▸ **How to complete this task**: Your answer should be every line below that includes the word "bottom".

(Collected data entries)
————————
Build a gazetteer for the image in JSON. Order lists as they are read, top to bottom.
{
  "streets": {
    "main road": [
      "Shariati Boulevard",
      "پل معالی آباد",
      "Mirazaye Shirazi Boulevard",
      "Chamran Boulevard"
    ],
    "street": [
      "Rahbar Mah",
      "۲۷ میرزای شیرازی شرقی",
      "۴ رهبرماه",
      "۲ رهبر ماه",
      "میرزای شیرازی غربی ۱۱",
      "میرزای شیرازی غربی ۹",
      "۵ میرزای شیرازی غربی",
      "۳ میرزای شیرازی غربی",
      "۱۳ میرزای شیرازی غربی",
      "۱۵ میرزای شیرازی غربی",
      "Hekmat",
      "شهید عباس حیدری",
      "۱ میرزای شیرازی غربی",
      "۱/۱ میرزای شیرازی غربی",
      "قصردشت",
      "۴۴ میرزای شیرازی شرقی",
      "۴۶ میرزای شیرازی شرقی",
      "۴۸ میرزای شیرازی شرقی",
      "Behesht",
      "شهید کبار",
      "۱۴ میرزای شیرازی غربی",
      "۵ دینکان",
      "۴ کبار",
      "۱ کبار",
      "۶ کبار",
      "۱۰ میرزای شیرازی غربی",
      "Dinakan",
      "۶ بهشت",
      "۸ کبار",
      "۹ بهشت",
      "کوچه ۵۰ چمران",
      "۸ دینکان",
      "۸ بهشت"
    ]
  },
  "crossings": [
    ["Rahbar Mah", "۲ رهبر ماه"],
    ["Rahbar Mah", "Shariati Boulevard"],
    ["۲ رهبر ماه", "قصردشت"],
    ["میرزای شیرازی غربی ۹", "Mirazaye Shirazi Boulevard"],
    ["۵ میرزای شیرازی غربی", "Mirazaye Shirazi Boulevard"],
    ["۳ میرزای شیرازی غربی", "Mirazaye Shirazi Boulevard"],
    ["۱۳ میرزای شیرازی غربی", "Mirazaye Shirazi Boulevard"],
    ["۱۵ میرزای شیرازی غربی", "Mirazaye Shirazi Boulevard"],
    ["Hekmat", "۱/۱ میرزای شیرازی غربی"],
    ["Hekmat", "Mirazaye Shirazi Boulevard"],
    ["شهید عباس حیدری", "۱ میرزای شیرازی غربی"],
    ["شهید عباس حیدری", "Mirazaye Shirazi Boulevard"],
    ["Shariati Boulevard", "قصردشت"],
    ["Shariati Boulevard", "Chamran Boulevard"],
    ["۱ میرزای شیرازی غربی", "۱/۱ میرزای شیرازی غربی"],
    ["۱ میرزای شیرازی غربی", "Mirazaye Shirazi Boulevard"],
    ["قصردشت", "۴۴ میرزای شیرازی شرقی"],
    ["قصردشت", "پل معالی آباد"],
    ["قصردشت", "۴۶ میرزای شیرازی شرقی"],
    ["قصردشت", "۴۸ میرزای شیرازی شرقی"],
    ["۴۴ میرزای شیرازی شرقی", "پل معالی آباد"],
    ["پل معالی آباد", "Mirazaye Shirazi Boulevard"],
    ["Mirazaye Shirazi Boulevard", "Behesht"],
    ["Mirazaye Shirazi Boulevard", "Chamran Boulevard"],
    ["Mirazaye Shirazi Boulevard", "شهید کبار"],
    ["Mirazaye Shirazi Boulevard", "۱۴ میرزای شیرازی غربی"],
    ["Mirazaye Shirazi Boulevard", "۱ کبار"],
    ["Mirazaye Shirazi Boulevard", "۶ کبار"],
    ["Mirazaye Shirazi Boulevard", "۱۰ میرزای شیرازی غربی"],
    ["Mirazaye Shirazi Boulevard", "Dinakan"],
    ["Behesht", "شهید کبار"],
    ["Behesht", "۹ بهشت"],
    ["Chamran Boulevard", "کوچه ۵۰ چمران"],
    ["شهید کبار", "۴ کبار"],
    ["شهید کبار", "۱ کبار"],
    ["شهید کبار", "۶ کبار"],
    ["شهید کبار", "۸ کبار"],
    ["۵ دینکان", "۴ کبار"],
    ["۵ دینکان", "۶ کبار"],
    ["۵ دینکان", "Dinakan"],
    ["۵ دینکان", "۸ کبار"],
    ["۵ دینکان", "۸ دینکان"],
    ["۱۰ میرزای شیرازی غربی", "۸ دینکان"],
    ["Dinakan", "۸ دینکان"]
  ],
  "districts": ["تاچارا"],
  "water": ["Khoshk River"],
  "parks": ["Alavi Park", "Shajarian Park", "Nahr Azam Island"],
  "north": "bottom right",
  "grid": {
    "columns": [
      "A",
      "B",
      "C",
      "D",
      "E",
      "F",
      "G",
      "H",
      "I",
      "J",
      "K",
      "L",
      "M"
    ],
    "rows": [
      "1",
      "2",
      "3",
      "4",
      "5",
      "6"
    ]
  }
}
————————
▸ **Answer**:
Build a gazetteer for the image in JSON. Order lists as they are read, top to bottom.
  "north": "bottom right",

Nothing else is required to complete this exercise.